Task directions:
From the entries that follow, extract each line holding the string "stream".

(Records from a collection)

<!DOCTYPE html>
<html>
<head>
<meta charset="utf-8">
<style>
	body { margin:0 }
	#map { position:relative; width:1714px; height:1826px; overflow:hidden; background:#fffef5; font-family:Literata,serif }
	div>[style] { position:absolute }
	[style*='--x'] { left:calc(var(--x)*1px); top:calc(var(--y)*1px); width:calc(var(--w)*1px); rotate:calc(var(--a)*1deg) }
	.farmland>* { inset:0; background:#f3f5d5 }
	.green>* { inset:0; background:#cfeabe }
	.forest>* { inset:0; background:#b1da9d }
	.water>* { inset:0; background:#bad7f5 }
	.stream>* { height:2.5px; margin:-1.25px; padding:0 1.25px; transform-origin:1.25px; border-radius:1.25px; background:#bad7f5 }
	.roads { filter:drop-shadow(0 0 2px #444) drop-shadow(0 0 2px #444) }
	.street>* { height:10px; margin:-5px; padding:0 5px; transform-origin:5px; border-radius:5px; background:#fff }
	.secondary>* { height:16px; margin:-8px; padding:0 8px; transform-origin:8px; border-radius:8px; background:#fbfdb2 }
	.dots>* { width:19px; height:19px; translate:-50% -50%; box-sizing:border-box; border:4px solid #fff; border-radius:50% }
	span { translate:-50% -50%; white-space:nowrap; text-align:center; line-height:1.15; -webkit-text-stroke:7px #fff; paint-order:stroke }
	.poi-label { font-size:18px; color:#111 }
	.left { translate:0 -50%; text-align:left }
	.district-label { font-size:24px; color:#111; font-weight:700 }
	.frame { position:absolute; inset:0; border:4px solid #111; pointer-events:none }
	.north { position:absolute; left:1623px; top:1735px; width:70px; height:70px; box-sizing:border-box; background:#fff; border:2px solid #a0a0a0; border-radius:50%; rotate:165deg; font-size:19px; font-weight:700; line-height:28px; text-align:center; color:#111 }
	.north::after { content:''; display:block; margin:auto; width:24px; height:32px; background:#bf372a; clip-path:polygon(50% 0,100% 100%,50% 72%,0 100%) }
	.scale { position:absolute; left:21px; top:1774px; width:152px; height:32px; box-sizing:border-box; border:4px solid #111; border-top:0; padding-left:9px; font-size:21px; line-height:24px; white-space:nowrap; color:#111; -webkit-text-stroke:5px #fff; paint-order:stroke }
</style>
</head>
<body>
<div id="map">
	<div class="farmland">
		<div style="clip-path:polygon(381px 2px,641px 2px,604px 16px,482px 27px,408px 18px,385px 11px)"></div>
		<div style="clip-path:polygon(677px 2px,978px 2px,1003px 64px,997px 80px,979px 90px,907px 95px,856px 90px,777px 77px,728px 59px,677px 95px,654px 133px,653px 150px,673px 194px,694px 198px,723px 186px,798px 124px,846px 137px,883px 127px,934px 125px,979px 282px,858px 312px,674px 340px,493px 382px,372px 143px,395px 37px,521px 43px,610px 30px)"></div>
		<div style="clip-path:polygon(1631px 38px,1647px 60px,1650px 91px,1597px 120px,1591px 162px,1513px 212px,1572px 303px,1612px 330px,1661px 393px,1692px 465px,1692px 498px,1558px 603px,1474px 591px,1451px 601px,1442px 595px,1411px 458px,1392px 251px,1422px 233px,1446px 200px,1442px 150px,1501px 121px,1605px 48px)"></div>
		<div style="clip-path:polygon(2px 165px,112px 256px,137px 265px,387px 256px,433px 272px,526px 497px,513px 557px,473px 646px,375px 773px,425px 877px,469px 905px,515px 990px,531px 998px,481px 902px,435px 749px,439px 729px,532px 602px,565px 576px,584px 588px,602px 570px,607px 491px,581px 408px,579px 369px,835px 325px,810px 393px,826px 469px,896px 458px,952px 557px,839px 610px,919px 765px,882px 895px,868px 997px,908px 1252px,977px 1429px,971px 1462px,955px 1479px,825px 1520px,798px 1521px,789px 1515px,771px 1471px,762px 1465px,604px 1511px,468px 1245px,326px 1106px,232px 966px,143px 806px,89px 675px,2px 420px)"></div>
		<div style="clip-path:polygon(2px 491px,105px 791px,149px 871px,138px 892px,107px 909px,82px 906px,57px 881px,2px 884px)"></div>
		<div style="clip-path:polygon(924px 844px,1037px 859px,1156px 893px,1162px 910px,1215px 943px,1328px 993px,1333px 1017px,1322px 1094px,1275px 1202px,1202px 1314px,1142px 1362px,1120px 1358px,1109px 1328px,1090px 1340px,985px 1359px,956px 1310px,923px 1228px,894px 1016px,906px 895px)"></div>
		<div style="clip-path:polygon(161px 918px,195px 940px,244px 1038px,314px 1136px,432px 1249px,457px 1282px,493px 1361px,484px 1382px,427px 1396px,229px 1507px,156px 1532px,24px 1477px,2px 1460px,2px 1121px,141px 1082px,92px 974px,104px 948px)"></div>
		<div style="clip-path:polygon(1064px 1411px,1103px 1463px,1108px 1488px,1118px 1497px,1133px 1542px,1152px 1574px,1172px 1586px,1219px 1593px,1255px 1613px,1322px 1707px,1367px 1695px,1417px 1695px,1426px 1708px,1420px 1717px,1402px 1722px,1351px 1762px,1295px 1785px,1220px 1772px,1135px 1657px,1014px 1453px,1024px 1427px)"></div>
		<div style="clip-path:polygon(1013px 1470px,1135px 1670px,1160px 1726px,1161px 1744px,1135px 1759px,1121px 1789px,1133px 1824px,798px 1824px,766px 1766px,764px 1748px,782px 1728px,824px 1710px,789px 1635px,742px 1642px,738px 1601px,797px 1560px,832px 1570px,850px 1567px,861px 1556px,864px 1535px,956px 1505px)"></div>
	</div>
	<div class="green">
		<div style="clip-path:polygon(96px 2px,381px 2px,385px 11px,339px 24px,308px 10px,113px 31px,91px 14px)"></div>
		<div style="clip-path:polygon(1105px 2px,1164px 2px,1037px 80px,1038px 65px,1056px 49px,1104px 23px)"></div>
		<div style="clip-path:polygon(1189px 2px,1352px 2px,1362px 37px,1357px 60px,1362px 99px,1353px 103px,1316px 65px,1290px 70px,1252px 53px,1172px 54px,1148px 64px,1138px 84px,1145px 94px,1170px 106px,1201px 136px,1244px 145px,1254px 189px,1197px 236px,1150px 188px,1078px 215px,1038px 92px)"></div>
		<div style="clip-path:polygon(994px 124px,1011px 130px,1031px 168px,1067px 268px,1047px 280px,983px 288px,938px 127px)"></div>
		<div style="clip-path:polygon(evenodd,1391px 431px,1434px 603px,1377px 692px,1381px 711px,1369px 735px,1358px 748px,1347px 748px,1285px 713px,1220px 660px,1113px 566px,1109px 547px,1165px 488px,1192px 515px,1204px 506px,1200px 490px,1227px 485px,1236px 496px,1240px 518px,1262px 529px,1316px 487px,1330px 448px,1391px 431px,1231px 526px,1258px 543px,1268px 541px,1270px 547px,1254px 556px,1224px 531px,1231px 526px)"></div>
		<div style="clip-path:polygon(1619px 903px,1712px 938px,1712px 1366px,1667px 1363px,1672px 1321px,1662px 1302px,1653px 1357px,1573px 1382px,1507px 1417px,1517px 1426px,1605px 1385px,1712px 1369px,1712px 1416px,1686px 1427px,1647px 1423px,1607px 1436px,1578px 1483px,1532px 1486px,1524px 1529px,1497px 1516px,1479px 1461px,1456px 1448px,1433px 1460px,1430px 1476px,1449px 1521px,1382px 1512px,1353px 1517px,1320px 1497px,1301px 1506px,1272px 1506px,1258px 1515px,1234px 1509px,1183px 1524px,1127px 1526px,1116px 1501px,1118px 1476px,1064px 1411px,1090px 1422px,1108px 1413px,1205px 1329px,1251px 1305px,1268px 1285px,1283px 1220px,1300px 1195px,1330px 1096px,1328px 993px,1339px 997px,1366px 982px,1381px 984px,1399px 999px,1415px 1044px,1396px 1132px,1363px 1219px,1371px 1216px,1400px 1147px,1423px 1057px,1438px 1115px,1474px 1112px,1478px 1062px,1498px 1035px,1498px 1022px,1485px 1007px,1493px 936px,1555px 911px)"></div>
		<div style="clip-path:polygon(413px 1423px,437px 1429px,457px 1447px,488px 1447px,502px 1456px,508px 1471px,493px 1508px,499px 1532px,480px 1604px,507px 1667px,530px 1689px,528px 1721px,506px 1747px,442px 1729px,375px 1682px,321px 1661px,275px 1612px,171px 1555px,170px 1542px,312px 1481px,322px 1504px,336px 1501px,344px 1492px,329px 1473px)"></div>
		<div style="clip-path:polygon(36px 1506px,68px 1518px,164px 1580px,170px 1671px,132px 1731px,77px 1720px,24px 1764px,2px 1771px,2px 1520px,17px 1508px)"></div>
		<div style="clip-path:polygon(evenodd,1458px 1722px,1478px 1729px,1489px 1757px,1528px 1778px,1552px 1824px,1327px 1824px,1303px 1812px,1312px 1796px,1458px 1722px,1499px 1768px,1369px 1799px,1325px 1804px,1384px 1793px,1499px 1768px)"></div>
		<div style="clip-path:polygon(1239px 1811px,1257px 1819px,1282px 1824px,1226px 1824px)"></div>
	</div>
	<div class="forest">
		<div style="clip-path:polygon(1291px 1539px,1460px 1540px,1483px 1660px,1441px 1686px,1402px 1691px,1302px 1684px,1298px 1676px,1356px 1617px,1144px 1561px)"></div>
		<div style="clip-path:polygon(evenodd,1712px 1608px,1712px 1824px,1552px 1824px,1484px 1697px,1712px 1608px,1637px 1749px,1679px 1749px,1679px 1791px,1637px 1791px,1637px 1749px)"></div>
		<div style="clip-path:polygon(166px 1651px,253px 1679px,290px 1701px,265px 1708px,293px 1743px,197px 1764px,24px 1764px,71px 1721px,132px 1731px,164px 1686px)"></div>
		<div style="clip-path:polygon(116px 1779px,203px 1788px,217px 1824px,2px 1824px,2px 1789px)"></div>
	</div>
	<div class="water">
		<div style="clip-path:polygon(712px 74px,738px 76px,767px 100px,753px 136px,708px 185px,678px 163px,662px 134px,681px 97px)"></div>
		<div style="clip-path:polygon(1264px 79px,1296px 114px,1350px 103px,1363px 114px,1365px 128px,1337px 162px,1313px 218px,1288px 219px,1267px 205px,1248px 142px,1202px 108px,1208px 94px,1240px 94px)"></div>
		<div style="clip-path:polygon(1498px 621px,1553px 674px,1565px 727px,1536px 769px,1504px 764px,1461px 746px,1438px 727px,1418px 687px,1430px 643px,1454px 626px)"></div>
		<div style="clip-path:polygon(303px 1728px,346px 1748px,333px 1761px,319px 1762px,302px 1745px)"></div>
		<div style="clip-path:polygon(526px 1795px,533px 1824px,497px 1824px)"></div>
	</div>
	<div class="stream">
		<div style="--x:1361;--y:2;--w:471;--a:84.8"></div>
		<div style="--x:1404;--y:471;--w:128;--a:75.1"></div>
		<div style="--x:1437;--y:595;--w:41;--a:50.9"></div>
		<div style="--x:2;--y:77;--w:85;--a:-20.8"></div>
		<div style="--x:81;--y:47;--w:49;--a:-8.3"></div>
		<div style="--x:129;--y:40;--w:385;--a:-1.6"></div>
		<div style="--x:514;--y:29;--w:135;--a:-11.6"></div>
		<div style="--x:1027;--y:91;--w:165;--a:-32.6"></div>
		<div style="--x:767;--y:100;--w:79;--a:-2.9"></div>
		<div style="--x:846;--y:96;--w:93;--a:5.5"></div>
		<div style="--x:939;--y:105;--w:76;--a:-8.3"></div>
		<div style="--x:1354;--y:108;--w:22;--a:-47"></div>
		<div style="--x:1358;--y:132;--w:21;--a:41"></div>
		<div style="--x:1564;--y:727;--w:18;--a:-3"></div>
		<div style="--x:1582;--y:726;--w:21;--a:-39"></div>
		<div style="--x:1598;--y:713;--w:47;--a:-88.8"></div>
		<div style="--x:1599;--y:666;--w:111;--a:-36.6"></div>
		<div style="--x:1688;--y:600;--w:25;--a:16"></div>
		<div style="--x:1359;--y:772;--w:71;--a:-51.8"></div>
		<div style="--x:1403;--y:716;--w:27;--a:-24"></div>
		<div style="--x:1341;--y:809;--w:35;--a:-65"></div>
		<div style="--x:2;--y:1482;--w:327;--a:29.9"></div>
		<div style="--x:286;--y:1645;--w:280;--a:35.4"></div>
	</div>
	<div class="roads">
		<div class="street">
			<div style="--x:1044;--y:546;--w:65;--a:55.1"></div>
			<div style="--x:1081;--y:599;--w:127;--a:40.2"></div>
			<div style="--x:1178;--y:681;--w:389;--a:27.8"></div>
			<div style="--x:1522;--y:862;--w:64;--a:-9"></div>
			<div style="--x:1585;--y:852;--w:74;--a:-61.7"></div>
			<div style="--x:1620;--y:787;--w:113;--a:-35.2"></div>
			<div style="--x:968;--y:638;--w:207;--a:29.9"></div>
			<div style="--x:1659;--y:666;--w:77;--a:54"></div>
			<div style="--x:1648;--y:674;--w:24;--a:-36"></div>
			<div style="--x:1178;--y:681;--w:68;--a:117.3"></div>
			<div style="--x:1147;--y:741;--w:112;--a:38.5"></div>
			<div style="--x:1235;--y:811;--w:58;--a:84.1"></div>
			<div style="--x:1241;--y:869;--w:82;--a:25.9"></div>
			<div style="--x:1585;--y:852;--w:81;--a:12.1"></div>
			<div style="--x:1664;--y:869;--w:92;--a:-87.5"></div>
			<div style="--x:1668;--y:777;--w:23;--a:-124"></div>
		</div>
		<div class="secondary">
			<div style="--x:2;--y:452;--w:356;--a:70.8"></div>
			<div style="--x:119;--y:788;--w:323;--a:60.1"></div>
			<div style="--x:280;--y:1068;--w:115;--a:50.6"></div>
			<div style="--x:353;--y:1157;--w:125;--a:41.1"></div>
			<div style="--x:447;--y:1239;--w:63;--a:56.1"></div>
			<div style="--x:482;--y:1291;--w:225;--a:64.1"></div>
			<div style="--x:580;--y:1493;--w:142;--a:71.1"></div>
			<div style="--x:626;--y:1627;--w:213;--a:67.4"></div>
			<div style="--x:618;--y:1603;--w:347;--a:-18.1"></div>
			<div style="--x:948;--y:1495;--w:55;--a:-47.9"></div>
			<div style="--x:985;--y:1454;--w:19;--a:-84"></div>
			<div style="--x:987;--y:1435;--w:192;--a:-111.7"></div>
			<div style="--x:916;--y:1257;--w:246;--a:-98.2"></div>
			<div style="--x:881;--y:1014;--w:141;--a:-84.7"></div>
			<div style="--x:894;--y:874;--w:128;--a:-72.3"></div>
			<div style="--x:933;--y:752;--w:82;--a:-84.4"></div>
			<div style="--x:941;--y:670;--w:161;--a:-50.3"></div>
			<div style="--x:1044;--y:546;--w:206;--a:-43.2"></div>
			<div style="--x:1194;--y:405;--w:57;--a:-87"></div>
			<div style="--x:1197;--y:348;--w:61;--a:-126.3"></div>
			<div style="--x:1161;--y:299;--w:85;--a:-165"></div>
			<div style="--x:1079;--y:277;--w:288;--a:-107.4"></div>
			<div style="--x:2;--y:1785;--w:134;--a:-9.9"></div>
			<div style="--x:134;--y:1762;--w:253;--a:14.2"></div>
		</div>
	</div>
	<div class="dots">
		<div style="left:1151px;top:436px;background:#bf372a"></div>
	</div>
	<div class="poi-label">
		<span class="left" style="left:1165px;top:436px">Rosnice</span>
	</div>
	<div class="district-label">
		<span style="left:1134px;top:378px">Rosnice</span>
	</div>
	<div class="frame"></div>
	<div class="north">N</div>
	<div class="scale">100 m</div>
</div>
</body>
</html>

Reply to the exercise:
	.stream>* { height:2.5px; margin:-1.25px; padding:0 1.25px; transform-origin:1.25px; border-radius:1.25px; background:#bad7f5 }
	<div class="stream">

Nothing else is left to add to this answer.